--- START ---

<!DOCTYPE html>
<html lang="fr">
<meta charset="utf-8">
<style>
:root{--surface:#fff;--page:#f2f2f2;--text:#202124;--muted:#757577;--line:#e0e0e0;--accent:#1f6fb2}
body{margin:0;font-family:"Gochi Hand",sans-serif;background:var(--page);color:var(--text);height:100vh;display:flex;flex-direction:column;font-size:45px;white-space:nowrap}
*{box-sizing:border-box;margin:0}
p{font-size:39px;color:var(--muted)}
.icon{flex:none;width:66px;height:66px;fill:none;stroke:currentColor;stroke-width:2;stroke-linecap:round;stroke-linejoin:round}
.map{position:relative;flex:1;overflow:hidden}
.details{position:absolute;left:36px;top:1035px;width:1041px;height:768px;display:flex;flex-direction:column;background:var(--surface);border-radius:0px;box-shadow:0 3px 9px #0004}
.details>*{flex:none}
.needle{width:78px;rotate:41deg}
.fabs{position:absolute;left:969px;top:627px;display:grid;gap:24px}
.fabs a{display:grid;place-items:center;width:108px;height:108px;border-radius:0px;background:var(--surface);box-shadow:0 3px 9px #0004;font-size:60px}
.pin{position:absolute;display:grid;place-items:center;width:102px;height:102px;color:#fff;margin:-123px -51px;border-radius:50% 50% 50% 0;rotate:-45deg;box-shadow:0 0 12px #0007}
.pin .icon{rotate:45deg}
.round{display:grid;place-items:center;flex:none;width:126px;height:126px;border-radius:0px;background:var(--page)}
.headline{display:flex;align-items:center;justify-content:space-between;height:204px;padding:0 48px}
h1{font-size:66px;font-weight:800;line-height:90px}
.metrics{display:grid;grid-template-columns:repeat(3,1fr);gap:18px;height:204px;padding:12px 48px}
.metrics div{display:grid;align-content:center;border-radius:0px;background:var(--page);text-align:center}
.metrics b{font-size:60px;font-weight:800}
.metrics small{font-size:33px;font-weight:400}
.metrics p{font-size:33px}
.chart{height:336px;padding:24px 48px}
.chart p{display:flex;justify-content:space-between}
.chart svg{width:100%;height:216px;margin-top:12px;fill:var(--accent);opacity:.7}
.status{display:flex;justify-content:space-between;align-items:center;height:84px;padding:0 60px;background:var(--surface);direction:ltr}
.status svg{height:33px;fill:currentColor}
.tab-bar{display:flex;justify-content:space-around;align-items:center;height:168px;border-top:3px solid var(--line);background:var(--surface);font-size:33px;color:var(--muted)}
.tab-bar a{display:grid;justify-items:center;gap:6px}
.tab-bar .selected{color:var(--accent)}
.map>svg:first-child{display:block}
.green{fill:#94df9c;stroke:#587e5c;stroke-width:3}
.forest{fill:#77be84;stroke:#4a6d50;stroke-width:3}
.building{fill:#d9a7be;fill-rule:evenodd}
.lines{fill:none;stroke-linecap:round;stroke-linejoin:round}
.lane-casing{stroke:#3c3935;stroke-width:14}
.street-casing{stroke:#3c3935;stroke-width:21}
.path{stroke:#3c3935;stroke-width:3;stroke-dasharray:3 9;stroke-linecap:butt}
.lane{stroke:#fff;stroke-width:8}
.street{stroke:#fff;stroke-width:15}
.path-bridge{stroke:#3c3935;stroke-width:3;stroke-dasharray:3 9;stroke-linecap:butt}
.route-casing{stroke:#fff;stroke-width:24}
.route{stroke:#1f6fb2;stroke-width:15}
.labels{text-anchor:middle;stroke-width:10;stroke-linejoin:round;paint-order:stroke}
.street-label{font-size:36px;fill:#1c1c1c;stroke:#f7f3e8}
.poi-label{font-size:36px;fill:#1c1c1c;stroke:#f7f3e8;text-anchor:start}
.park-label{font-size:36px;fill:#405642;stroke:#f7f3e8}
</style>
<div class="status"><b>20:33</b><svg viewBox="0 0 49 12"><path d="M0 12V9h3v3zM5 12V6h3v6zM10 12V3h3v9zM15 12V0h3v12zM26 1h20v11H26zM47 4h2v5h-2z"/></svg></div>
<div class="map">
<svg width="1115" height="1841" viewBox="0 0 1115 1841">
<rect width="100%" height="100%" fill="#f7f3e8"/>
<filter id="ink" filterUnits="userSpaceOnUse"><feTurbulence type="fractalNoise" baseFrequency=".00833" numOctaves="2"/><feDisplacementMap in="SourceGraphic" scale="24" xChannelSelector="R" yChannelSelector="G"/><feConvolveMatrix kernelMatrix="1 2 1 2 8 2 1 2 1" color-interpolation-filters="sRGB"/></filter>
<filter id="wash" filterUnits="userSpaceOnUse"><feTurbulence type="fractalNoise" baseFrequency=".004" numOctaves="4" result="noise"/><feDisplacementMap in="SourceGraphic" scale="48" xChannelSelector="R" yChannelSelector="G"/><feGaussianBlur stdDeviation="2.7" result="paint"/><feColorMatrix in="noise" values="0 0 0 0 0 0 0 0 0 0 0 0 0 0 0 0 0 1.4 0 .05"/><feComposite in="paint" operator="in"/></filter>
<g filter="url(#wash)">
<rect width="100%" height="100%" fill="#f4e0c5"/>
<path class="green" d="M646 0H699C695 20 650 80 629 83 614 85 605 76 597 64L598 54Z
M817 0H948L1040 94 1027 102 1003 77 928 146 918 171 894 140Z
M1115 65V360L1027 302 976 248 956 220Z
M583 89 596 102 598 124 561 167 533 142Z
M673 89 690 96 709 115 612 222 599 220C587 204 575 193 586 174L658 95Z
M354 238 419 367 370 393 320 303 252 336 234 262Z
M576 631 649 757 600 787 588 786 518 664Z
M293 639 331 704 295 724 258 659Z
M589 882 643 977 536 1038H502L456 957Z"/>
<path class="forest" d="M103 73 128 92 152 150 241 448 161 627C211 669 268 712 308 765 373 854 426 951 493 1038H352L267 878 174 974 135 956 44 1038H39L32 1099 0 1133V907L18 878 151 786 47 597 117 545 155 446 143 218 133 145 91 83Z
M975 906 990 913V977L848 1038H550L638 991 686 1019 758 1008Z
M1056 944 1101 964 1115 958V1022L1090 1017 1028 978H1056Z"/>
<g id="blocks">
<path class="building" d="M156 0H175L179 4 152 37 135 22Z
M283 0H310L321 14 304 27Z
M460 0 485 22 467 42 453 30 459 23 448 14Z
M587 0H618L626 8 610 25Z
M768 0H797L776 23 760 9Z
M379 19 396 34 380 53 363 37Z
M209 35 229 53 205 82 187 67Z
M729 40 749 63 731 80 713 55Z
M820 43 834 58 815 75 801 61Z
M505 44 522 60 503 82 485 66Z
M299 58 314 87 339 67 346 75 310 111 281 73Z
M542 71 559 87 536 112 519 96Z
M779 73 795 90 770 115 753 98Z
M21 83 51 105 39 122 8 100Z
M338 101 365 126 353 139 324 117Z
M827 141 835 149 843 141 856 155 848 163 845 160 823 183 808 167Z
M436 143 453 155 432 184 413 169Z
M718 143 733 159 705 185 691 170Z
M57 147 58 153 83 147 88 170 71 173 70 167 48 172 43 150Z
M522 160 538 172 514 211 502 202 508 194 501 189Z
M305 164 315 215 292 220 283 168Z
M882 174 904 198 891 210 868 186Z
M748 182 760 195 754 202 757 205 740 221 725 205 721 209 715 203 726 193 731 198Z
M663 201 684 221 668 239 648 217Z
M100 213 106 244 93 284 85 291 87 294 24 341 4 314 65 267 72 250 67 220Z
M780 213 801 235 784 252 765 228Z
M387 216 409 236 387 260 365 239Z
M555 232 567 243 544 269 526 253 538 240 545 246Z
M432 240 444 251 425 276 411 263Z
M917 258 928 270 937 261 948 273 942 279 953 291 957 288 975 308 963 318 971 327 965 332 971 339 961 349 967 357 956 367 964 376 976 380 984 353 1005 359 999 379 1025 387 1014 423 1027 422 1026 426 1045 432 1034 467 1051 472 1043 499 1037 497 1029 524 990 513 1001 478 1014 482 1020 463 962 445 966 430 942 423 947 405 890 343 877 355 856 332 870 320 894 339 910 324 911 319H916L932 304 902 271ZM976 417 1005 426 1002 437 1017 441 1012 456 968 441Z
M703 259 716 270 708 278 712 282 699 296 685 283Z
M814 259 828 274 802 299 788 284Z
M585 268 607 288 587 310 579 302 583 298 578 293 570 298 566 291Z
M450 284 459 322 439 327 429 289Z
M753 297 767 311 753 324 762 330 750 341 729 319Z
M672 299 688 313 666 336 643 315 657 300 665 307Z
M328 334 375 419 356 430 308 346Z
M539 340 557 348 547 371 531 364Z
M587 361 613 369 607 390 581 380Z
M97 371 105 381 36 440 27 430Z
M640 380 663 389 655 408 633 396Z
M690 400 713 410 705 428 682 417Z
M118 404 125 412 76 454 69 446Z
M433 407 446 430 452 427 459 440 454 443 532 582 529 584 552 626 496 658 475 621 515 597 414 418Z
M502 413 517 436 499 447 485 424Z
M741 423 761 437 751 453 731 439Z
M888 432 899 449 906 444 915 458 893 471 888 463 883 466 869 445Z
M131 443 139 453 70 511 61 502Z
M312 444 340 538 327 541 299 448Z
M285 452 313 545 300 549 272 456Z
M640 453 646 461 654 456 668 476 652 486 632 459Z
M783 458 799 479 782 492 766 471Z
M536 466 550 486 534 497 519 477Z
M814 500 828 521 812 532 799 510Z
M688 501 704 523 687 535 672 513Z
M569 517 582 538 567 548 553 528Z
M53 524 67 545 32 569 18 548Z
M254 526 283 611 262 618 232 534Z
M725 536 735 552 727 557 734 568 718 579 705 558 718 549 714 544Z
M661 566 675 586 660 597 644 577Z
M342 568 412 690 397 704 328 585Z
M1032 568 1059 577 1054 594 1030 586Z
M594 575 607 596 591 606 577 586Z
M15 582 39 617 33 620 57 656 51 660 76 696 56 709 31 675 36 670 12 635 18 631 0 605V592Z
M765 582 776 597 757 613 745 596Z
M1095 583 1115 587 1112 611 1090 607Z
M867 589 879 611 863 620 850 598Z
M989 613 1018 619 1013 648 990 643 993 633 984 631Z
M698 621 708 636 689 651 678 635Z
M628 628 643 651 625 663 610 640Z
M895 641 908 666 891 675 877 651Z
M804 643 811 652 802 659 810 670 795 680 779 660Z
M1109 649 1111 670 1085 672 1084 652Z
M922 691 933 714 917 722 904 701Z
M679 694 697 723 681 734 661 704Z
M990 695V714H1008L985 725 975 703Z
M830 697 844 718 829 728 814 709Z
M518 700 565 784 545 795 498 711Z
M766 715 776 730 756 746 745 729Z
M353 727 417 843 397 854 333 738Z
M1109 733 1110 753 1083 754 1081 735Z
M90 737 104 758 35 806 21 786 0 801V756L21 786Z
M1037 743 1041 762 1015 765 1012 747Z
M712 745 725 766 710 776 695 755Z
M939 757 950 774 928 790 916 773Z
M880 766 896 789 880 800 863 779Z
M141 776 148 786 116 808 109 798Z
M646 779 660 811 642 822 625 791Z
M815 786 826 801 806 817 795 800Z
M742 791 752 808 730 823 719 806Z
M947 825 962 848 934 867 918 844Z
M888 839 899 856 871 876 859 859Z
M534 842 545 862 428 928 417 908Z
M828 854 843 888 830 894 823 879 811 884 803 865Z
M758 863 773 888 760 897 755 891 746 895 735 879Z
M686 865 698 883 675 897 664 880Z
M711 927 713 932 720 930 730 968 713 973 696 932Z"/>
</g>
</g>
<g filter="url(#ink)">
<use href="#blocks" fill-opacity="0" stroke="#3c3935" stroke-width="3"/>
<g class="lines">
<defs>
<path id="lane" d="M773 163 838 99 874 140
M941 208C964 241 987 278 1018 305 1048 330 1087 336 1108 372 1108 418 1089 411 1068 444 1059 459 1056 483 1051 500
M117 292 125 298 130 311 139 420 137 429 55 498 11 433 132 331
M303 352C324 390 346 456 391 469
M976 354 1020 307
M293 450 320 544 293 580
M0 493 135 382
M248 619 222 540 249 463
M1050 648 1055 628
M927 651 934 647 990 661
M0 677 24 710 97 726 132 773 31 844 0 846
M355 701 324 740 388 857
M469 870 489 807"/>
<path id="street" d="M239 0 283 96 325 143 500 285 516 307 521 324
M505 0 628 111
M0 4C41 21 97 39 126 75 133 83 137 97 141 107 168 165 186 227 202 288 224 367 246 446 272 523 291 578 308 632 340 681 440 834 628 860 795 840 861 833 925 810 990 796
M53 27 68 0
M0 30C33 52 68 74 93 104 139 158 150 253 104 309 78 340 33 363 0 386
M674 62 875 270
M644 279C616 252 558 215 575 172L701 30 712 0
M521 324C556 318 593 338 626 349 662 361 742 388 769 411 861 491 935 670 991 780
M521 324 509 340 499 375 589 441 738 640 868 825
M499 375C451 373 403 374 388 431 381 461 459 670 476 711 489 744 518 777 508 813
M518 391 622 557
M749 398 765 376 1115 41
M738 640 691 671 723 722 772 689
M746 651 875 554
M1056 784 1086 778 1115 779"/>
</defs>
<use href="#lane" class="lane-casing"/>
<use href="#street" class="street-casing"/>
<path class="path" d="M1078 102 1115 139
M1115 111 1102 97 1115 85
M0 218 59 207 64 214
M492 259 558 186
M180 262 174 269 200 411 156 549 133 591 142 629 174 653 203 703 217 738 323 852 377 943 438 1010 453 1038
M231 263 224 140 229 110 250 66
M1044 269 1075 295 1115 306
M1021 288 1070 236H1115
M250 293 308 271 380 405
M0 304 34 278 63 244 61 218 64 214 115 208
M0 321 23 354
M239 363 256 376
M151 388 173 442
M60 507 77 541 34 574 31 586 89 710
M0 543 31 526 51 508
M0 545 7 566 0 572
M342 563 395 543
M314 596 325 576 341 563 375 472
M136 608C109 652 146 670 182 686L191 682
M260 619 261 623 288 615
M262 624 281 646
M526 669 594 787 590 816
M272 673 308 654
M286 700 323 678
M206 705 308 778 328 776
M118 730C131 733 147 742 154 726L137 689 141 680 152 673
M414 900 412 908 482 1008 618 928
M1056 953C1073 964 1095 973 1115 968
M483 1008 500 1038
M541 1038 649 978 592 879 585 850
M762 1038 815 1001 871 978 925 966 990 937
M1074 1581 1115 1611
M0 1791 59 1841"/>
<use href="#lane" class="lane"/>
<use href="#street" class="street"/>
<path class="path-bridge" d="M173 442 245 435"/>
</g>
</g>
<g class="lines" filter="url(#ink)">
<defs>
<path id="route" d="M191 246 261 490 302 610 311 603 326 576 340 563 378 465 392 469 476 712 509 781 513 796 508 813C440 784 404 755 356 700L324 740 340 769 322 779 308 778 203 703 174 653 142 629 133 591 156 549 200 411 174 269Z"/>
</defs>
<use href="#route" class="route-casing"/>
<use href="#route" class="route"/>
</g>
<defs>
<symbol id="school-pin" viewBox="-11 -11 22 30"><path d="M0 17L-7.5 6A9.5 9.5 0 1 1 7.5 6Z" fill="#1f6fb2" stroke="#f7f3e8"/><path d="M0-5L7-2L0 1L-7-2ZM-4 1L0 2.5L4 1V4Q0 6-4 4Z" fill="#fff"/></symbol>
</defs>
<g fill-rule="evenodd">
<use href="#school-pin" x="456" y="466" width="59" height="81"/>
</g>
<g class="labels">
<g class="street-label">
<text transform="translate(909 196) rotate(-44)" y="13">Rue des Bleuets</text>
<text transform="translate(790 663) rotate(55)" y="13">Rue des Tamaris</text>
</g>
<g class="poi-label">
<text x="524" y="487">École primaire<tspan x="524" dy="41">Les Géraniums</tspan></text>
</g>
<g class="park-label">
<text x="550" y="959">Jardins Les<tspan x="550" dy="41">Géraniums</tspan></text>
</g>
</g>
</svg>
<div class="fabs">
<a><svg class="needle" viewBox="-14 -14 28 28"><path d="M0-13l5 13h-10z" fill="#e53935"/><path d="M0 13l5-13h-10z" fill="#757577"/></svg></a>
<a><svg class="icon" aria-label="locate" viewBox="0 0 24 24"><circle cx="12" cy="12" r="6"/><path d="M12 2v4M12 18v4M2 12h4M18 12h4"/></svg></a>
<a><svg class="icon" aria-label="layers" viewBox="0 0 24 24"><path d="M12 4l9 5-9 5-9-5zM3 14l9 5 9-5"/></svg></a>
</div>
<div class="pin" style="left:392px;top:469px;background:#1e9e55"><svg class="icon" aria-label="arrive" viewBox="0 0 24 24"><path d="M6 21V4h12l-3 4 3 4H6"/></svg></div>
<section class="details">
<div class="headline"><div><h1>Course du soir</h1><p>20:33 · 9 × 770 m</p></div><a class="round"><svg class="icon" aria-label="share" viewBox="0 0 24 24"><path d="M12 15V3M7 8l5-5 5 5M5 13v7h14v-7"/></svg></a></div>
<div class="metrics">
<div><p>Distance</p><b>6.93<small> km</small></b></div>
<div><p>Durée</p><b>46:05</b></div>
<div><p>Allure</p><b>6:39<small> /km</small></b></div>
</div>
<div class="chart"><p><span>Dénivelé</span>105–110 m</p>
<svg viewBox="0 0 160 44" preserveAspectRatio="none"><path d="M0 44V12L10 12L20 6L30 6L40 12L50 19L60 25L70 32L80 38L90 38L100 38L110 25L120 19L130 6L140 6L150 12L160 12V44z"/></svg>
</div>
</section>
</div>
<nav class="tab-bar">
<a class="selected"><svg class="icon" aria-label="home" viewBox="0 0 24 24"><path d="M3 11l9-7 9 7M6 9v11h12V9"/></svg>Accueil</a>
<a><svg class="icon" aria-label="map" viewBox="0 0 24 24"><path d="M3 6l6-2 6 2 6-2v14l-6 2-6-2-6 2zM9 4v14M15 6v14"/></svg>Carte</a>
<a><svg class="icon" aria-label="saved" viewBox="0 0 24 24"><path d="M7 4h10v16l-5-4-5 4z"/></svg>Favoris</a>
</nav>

--- END ---

* _Your goal_: Copy every line above that includes the string "SourceGraphic".

* _Written reply_:
<filter id="ink" filterUnits="userSpaceOnUse"><feTurbulence type="fractalNoise" baseFrequency=".00833" numOctaves="2"/><feDisplacementMap in="SourceGraphic" scale="24" xChannelSelector="R" yChannelSelector="G"/><feConvolveMatrix kernelMatrix="1 2 1 2 8 2 1 2 1" color-interpolation-filters="sRGB"/></filter>
<filter id="wash" filterUnits="userSpaceOnUse"><feTurbulence type="fractalNoise" baseFrequency=".004" numOctaves="4" result="noise"/><feDisplacementMap in="SourceGraphic" scale="48" xChannelSelector="R" yChannelSelector="G"/><feGaussianBlur stdDeviation="2.7" result="paint"/><feColorMatrix in="noise" values="0 0 0 0 0 0 0 0 0 0 0 0 0 0 0 0 0 1.4 0 .05"/><feComposite in="paint" operator="in"/></filter>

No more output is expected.